Eugene Kleiner went on to co-found Kleiner Perkins in 1972, which became the first major venture capital firm on Sand Hill Road in Menlo Park. Kleiner Perkins would go on to fund companies like Amazon, Google, and Netscape, the companies that built the internet economy.

But the ripple effects go far beyond Intel and Kleiner Perkins. Fairchild Semiconductor directly or indirectly spawned more than 65 companies, a phenomenon so widespread that industry historians have mapped it out in a diagram they call the “Fairchild Family Tree.” Among those 65-plus companies are AMD, LSI Logic, and National Semiconductor. The entire semiconductor industry, and by extension the entire technology industry, traces back to that single act of resignation in 1957.

Why the Culture Mattered More Than the Technology

I think there is a tendency to focus on the technical achievements of the Traitorous Eight, and those achievements were genuinely remarkable. But what I find most important is the cultural shift they triggered. Before Fairchild, the idea of leaving a stable job to start a competing company was seen as betrayal. After Fairchild, it became the highest aspiration of every ambitious engineer in the Valley.

This culture of entrepreneurial defiance is what distinguishes Silicon Valley from every other technology hub in the world. Other regions have universities, capital, and talent.
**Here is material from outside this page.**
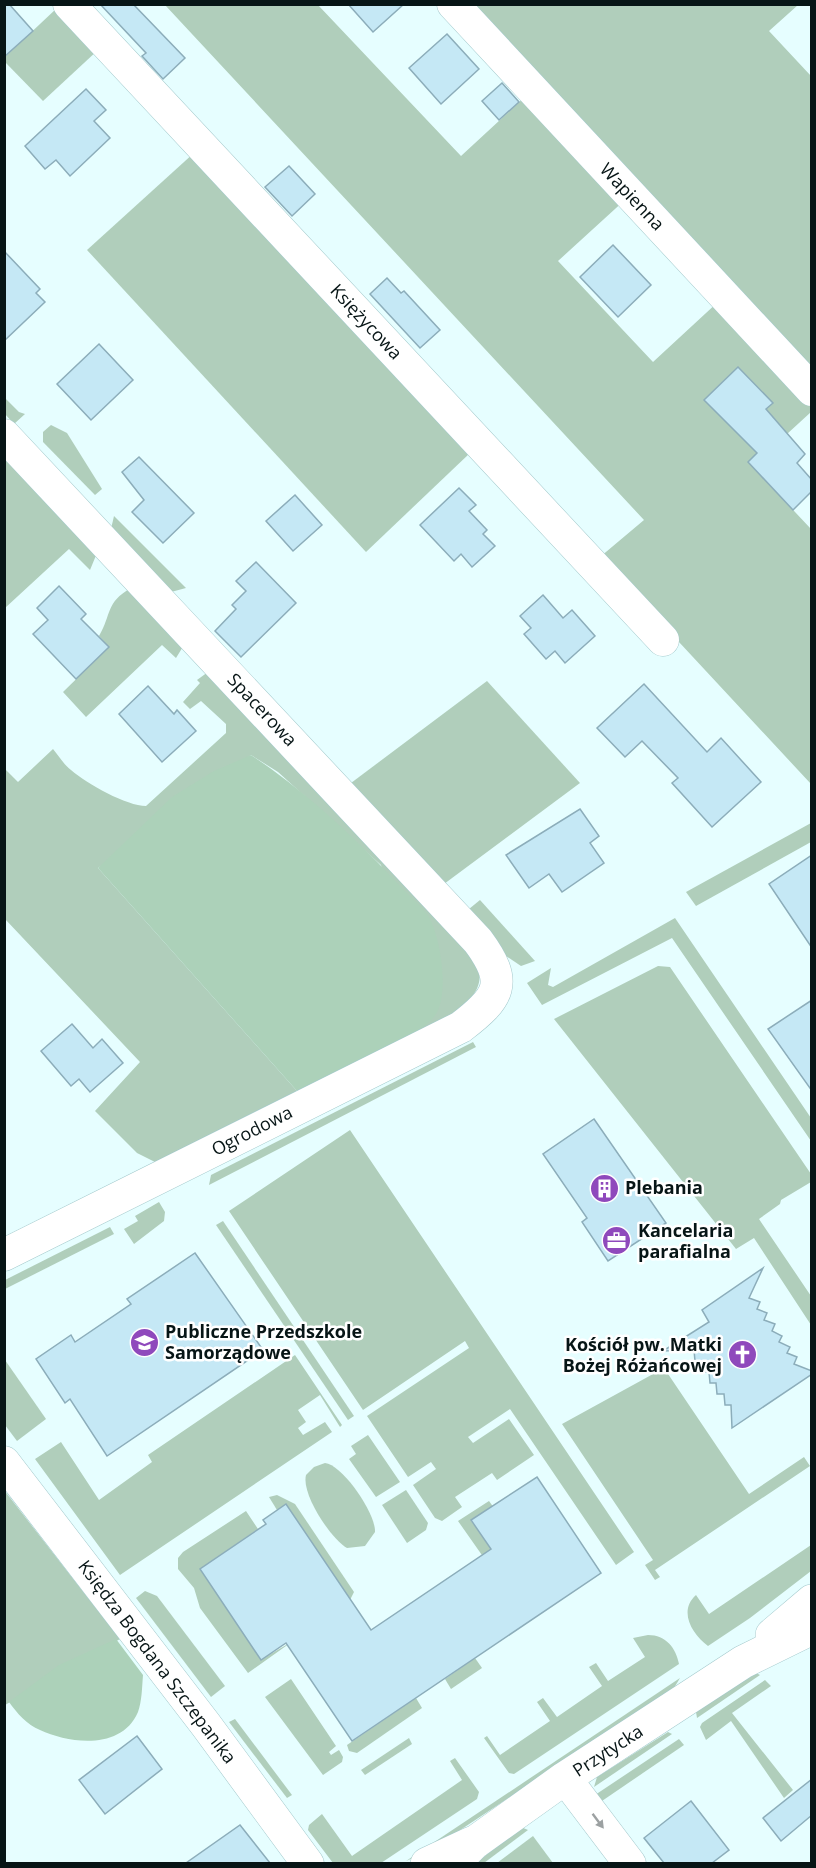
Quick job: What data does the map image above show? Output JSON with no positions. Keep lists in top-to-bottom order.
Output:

What they often lack is the deeply embedded cultural norm that says it is not just acceptable but admirable to leave your employer and start something new. That norm began with eight engineers who refused to accept a toxic work environment, even when their boss had a Nobel Prize.

As we trace the lineage of companies like Google, PayPal, and YouTube, we can see the Traitorous Eight’s DNA in all of them. The PayPal Mafia, for instance, followed the same pattern decades later: a single company producing founders who went on to build an entire constellation of new ventures. And the garage startup myth that defines Silicon Valley’s self-image also traces back to this era, when small teams of engineers proved that they could outperform established corporations.

The Traitorous Eight showed that the most valuable thing in technology is not a patent or a product. It is a group of talented people who are free to pursue their best ideas. That lesson has shaped every generation of founders since, and I suspect it will continue to do so for generations to come.


Sources

  • Lécuyer, Christophe. Making Silicon Valley: Innovation and the Growth of High Tech, 1930-1970. MIT Press, 2006.
  • Berlin, Leslie. The Man Behind the Microchip: Robert Noyce and the Invention of Silicon Valley. Oxford University Press, 2005.
  • Moore, Gordon. “Cramming More Components onto Integrated Circuits.” Electronics, April 19, 1965.
  • Malone, Michael S. The Intel Trinity: How Robert Noyce, Gordon Moore, and Andy Grove Built the World’s Most Important Company. Harper Business, 2014.
  • “The Traitorous Eight.” Computer History Museum, computerhistory.org.